- Exercise objective: Every line in the records below that holds "above" must be identified and copied.

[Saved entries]
○ ○ ○ ○ ○

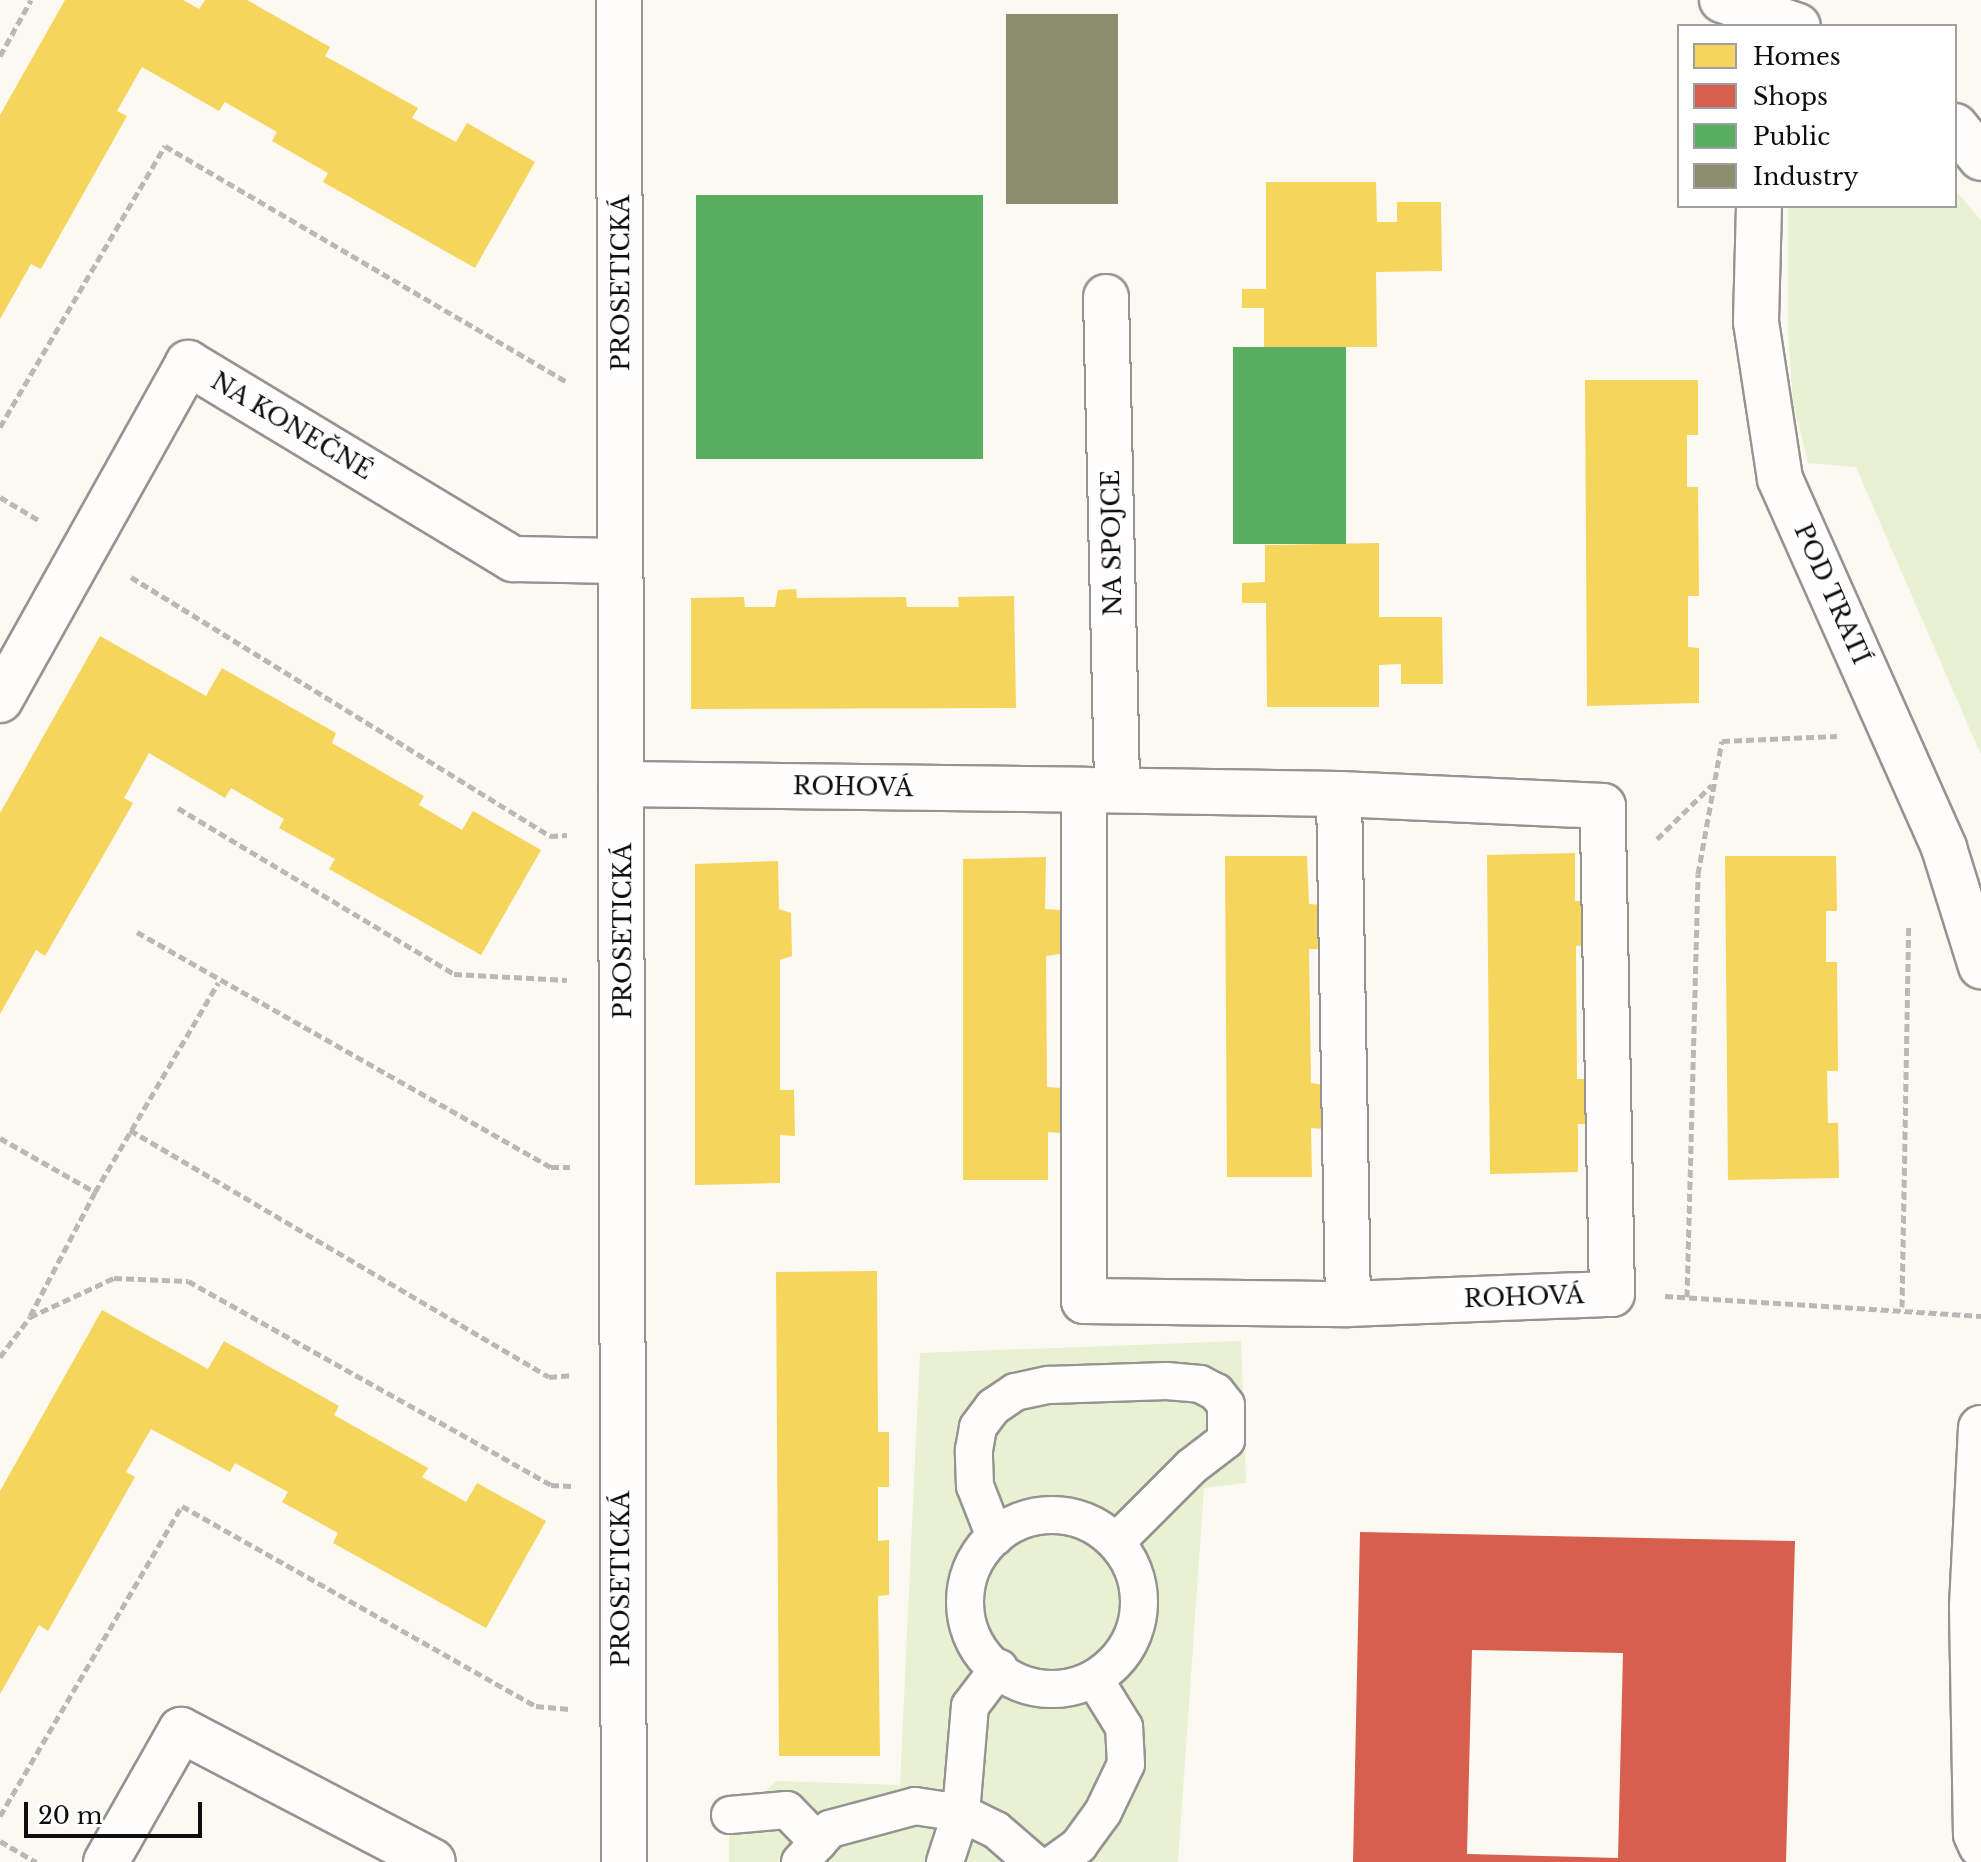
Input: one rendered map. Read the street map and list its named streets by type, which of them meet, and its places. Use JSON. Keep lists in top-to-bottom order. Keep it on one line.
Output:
{"streets":{"street":["PROSETICKÁ","NA KONEČNÉ","NA SPOJCE","POD TRATÍ","ROHOVÁ"]},"crossings":[["PROSETICKÁ","NA KONEČNÉ"],["PROSETICKÁ","ROHOVÁ"],["NA SPOJCE","ROHOVÁ"]],"legend":["Homes","Shops","Public","Industry"],"scale_bar":"20 m"}
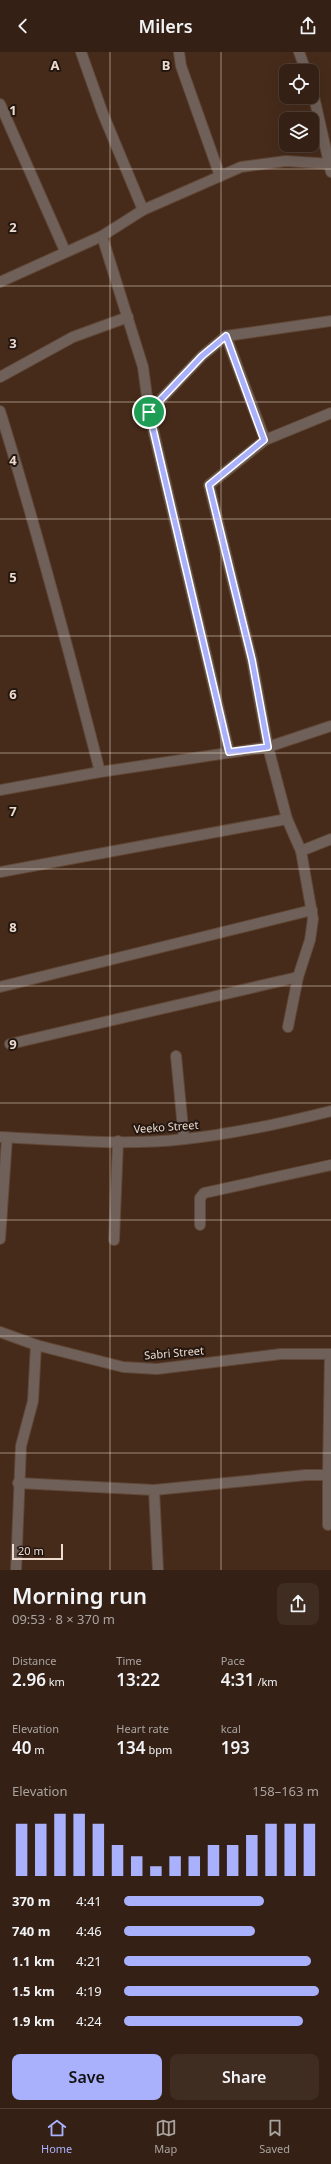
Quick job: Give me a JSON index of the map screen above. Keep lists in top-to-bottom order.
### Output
{
  "streets": {
    "street": ["Veeko Street", "Sabri Street"]
  },
  "scale_bar": "20 m",
  "page": {
    "header": "Milers",
    "scale": "20 m",
    "heading": ["Morning run", "09:53 · 8 × 370 m"],
    "stats": [
      ["Distance", "2.96 km"],
      ["Time", "13:22"],
      ["Pace", "4:31 /km"],
      ["Elevation", "40 m"],
      ["Heart rate", "134 bpm"],
      ["kcal", "193"]
    ],
    "chart": ["Elevation", "158–163 m"],
    "list": [
      {
        "name": "370 m",
        "note": "4:41"
      },
      {
        "name": "740 m",
        "note": "4:46"
      },
      {
        "name": "1.1 km",
        "note": "4:21"
      },
      {
        "name": "1.5 km",
        "note": "4:19"
      },
      {
        "name": "1.9 km",
        "note": "4:24"
      }
    ],
    "buttons": ["Save", "Share"],
    "tabs": ["Home", "Map", "Saved"]
  },
  "grid": {
    "columns": ["A", "B"],
    "rows": [
      "1",
      "2",
      "3",
      "4",
      "5",
      "6",
      "7",
      "8",
      "9"
    ]
  }
}
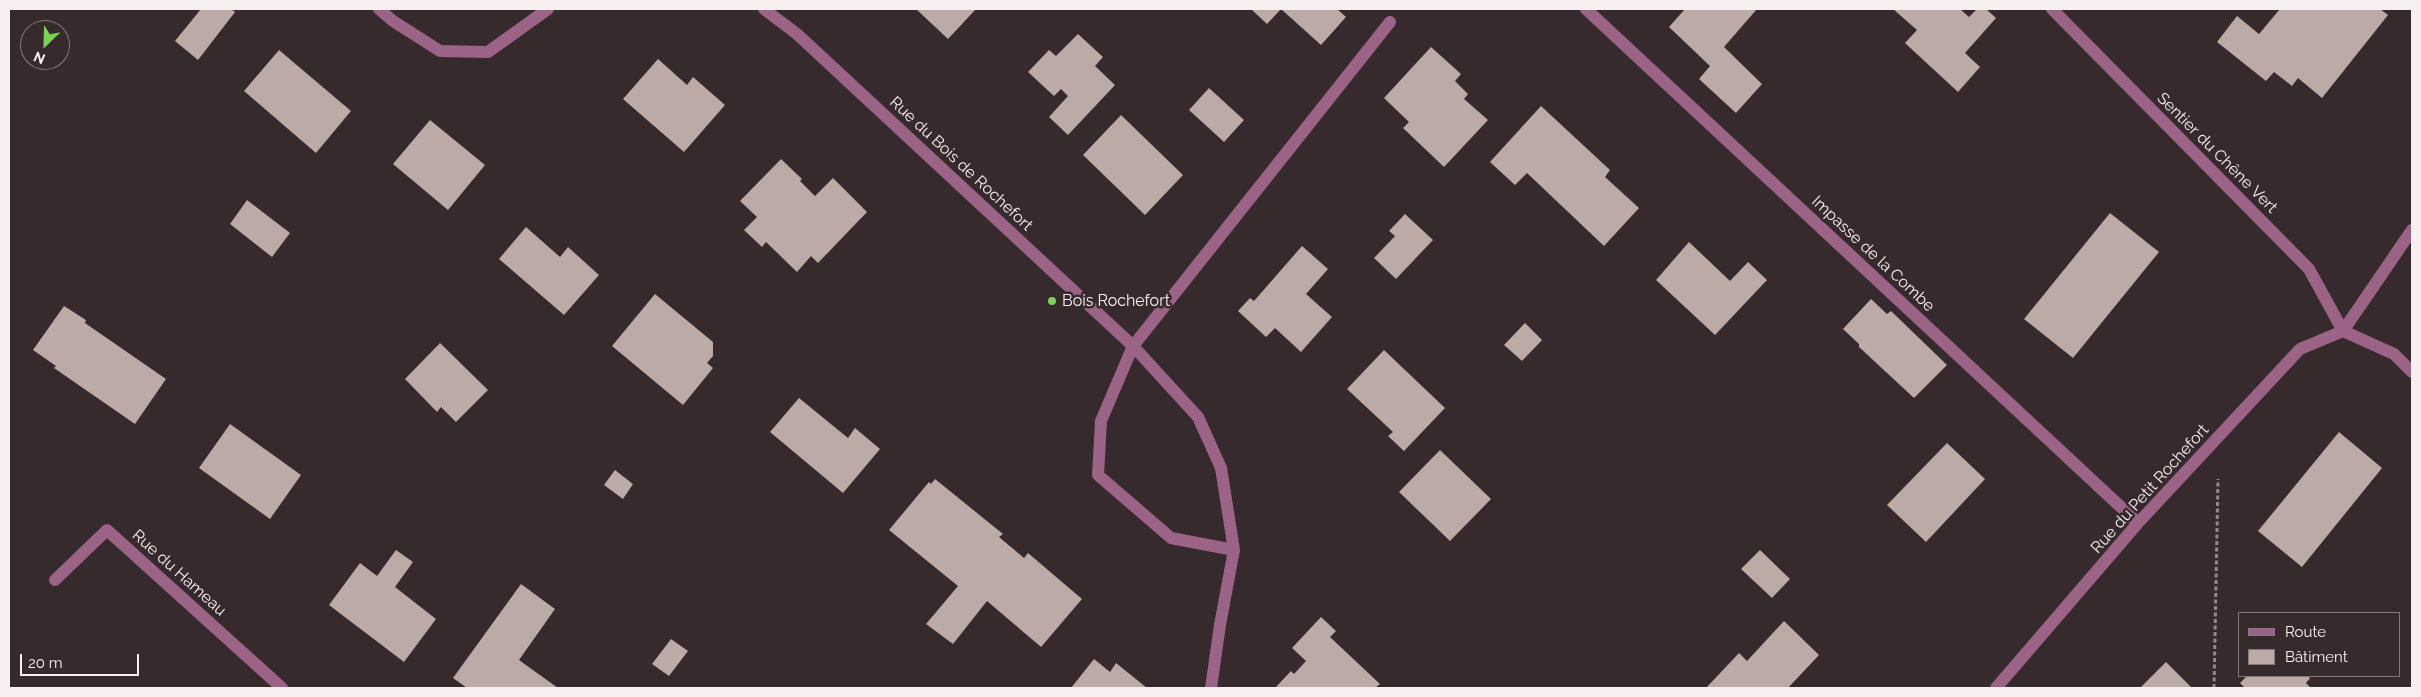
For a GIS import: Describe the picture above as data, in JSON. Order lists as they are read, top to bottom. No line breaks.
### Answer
{"streets":{"street":["Sentier du Chêne Vert","Rue du Bois de Rochefort","Impasse de la Combe","Rue du Petit Rochefort","Rue du Hameau"]},"crossings":[["Sentier du Chêne Vert","Rue du Petit Rochefort"],["Impasse de la Combe","Rue du Petit Rochefort"]],"places":["Bois Rochefort"],"legend":["Route","Bâtiment"],"scale_bar":"20 m","north":"bottom left"}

○ ○ ○ ○ ○

- Exercise response:
Quick job: Give me a JSON index of the map screen above. Keep lists in top-to-bottom order.
For a GIS import: Describe the picture above as data, in JSON. Order lists as they are read, top to bottom. No line breaks.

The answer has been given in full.